On 6/15/2013 11:23 AM, Vic, K2VCO wrote:
> I wish people would stop using the term 'MCW' for the method of
> producing CW by feeding a (one hopes) clean audio tone to an SSB
> transmitter.

Feeding an audio tone into the mic input of an SSB transmitter is
*most certainly* MCW if the tone is not absolutely clean - no
clipping, no distortion, no hum, no extraneous audio - the SSB
transmitter carrier suppression (carrier balance) is not at least
40 dB, the opposite sideband suppression is not at least 60 dB
and there is no clipping or compression in the transceiver IF
stages or final amplifier.

Without proper carrier suppression, opposite sideband suppression
and distortion free tones, the resulting signal will be twice the
highest distortion product wide *at least*  and potentially wider
if the IF stages or final amplifier is non-linear because of the
generation of *additional* IMD products.

MCW was used in past years for maritime communication because it can
be received by a receiver without a BFO and there is no 'zero beat'
phenomenon which could cause a listener to miss a signal.

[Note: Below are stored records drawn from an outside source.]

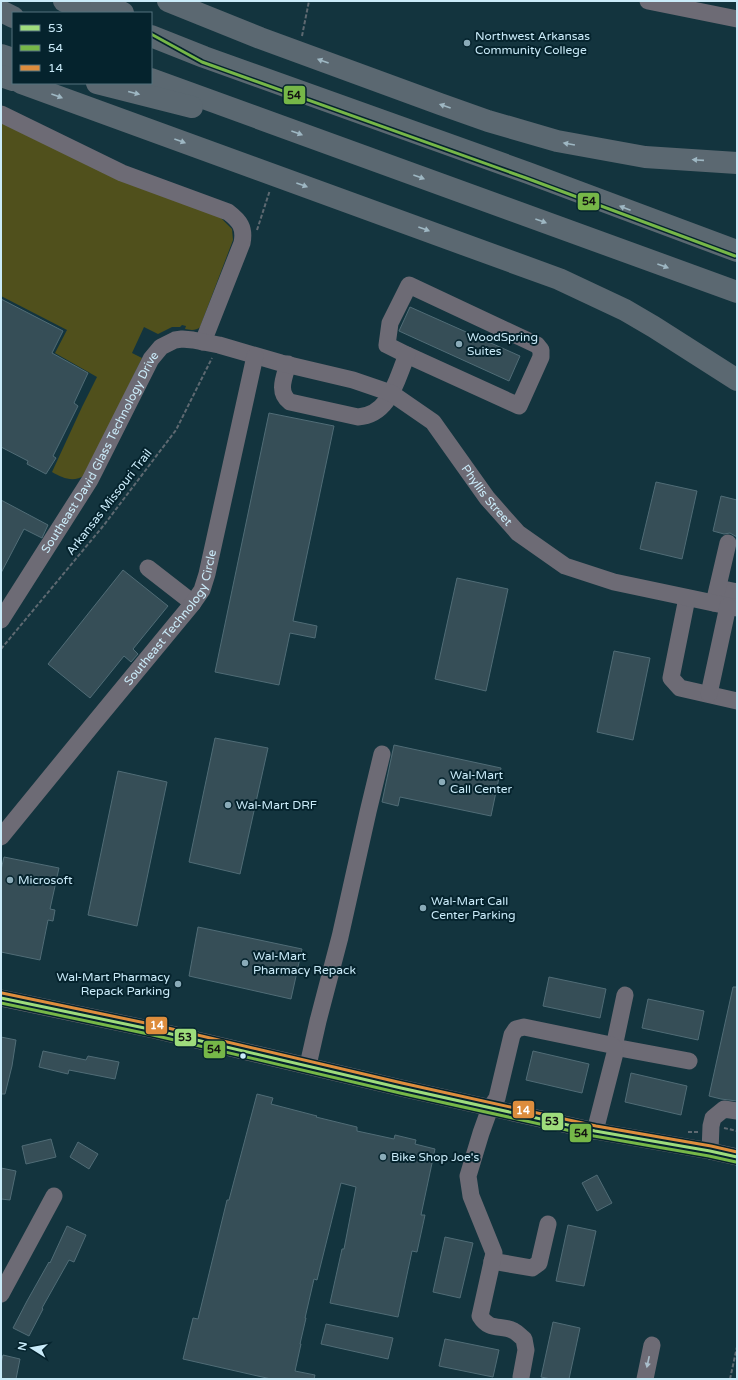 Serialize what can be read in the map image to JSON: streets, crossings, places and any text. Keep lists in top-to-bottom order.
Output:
{
  "streets": {
    "street": ["Southeast David Glass Technology Drive", "Phyllis Street", "Southeast Technology Circle"],
    "path": ["Arkansas Missouri Trail"]
  },
  "crossings": [
    ["Southeast David Glass Technology Drive", "Phyllis Street"],
    ["Southeast David Glass Technology Drive", "Arkansas Missouri Trail"],
    ["Southeast David Glass Technology Drive", "Southeast Technology Circle"],
    ["Phyllis Street", "Southeast Technology Circle"]
  ],
  "places": [
    "Northwest Arkansas Community College",
    "WoodSpring Suites",
    "Wal-Mart Call Center",
    "Wal-Mart DRF",
    "Microsoft",
    "Wal-Mart Call Center Parking",
    "Wal-Mart Pharmacy Repack",
    "Wal-Mart Pharmacy Repack Parking",
    "Bike Shop Joe's"
  ],
  "lines": ["transit line 54", "transit line 14", "transit line 53"],
  "legend": ["53", "54", "14"],
  "north": "left"
} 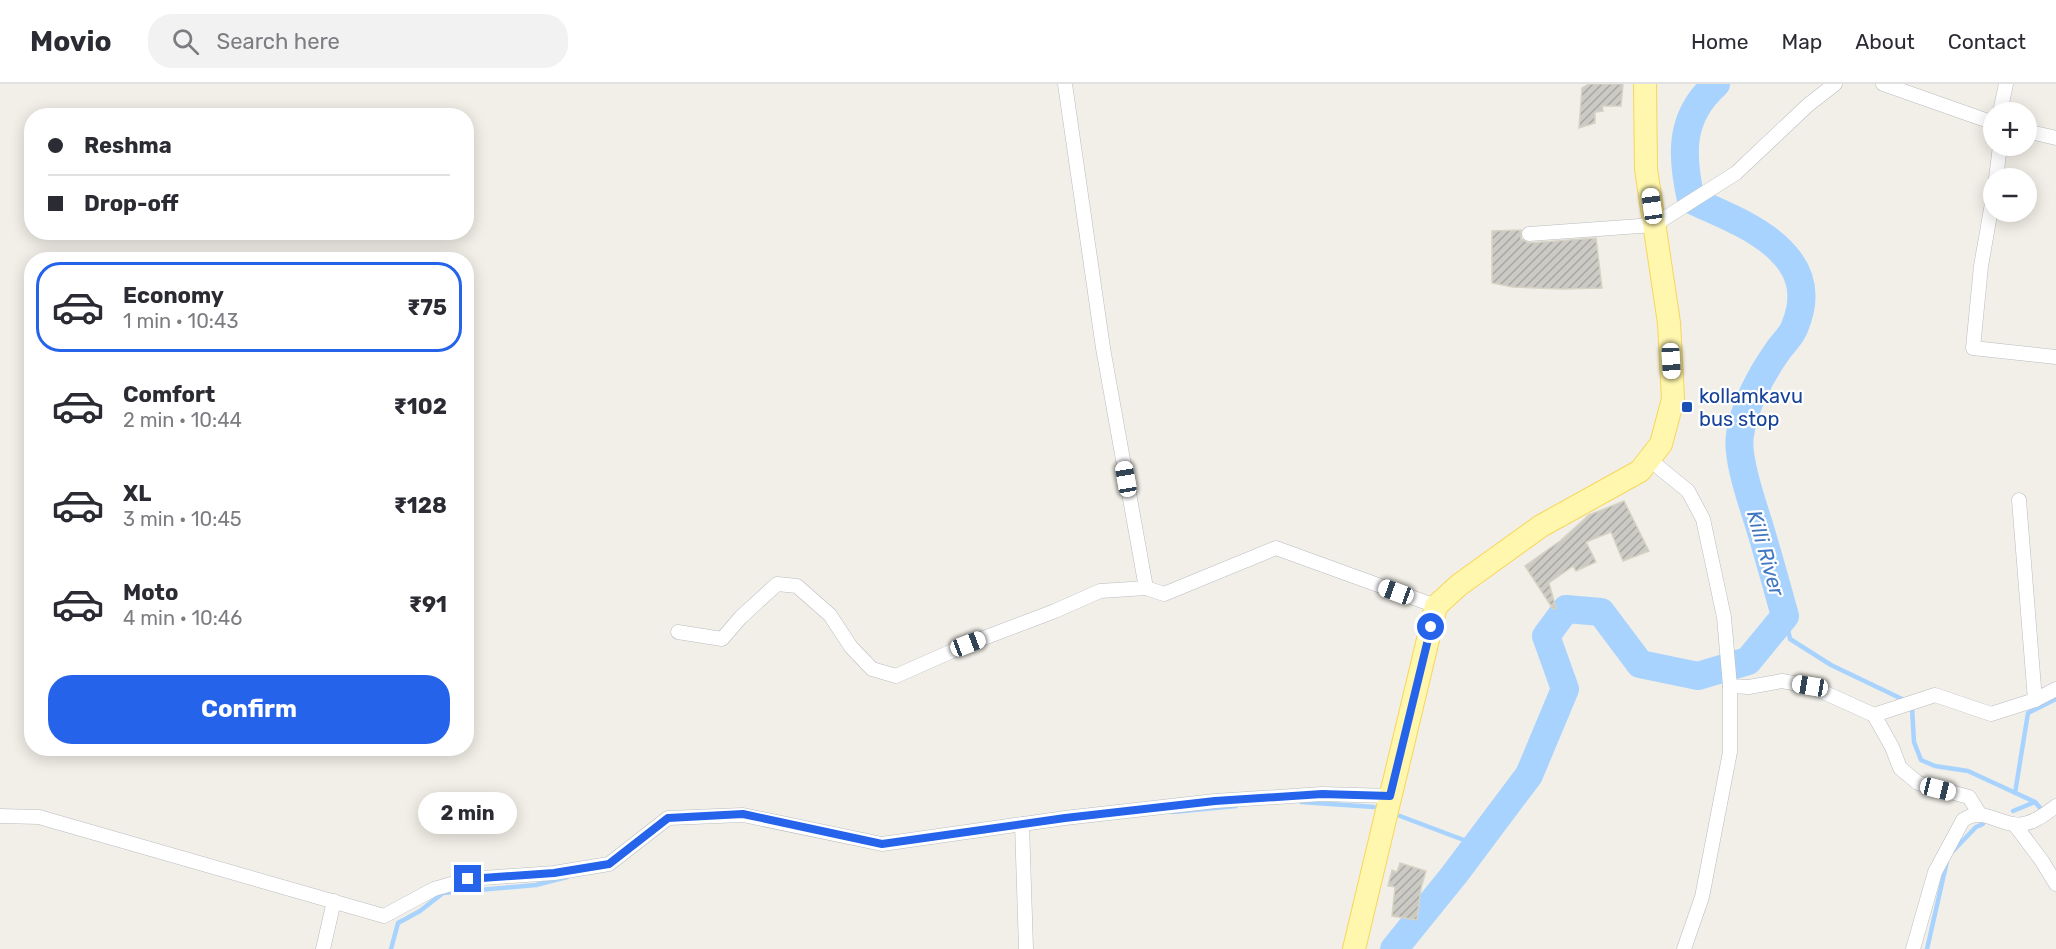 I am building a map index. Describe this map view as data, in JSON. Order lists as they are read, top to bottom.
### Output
{
  "water": ["Killi River"],
  "places": {
    "transit": ["kollamkavu bus stop"]
  },
  "page": {
    "header": "Movio",
    "search": "Search here",
    "nav": [
      "Home",
      "Map",
      "About",
      "Contact"
    ],
    "map_buttons": ["+", "−"],
    "banner": ["Reshma", "Drop-off"],
    "list": [
      {
        "name": "Economy",
        "note": "1 min · 10:43",
        "value": "₹75"
      },
      {
        "name": "Comfort",
        "note": "2 min · 10:44",
        "value": "₹102"
      },
      {
        "name": "XL",
        "note": "3 min · 10:45",
        "value": "₹128"
      },
      {
        "name": "Moto",
        "note": "4 min · 10:46",
        "value": "₹91"
      }
    ],
    "buttons": "Confirm",
    "bubble": "2 min"
  }
}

Modern "MCW" is a single sideband system (one sideband with a reduced
"carrier") where the carrier level is only high enough for reliable demodulation and the keyed signal is generated separately not using
using a modulation process.

Tone keyed CW as practiced by many amateurs today and generated by
common software is a garbage generating mess and those who engage
in it on any frequency below 145 MHz should be tarred and feathered.

73,

   ... Joe, W4TV


On 6/15/2013 11:23 AM, Vic, K2VCO wrote:
I wish people would stop using the term 'MCW' for the method of
producing CW by feeding a (one hopes) clean audio tone to an SSB
transmitter. This is a way of generating CW -- which may or may not be
the best way -- but it is not MCW.

MCW as it has always been understood is a carrier modulated at an audio
frequency -- an AM signal. The signal is keyed on and off to transmit
Morse information, but it has two sidebands on either side of a carrier.
If the tone is, say, 600 Hz, then the signal will be at least 1200 kHz
wide.  It is illegal in our HF CW bands.

MCW was used in past years for maritime communication because it can be
received by a receiver without a BFO and there is no 'zero beat'
phenomenon which could cause a listener to miss a signal.

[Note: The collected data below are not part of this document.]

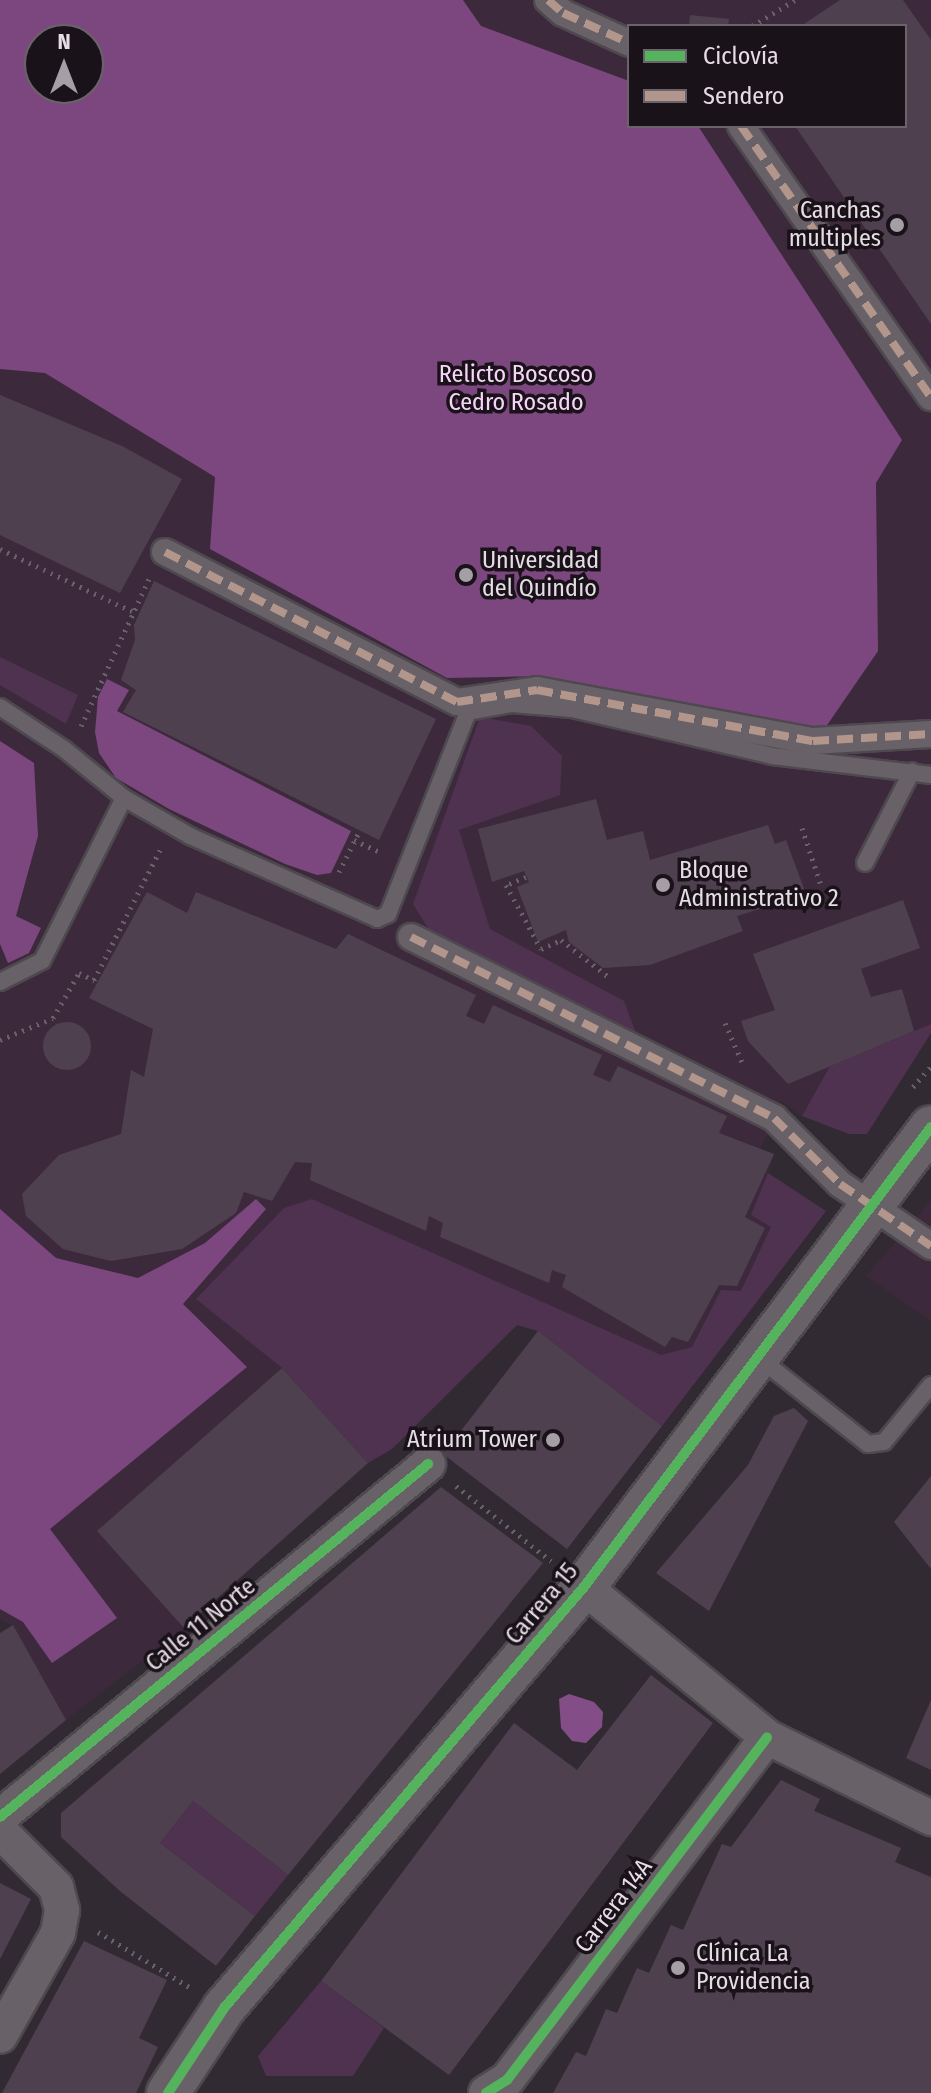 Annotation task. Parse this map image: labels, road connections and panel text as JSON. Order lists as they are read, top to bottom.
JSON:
{
  "streets": {
    "street": ["Carrera 15", "Calle 11 Norte", "Carrera 14A"]
  },
  "parks": ["Relicto Boscoso Cedro Rosado"],
  "places": [
    "Canchas multiples",
    "Universidad del Quindío",
    "Bloque Administrativo 2",
    "Atrium Tower",
    "Clínica La Providencia"
  ],
  "legend": ["Ciclovía", "Sendero"],
  "north": "top"
}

On 6/15/13 3:40 AM, David Woolley (E.L) wrote:

Most modern commercial transceivers effectively generate CW as SSS
MCW.  I think the K3 does it at about 15kHz or less, which is within
the audio range.   I suppose the K3X could generate  it directly, by
just keying the I signal to the modulator; however, that would mean
moving the VFO between transmit and receive, at the QSK rate.  (Keying
I on the K3 would probably be a bad idea, as it would mean that any
transmit roofing filter would need to pass the first LO frequency and
therefore be subject to some carrier leak when key up, so I presume
that the CW is actually synthesized as fully fledged MCW.  Even if it
keyed I, you could treat that as MCW with a side tone of 15kHz.)

Even the K2 architecture is effectively an MCW one, but in that case
the initial tone is in the MHz range.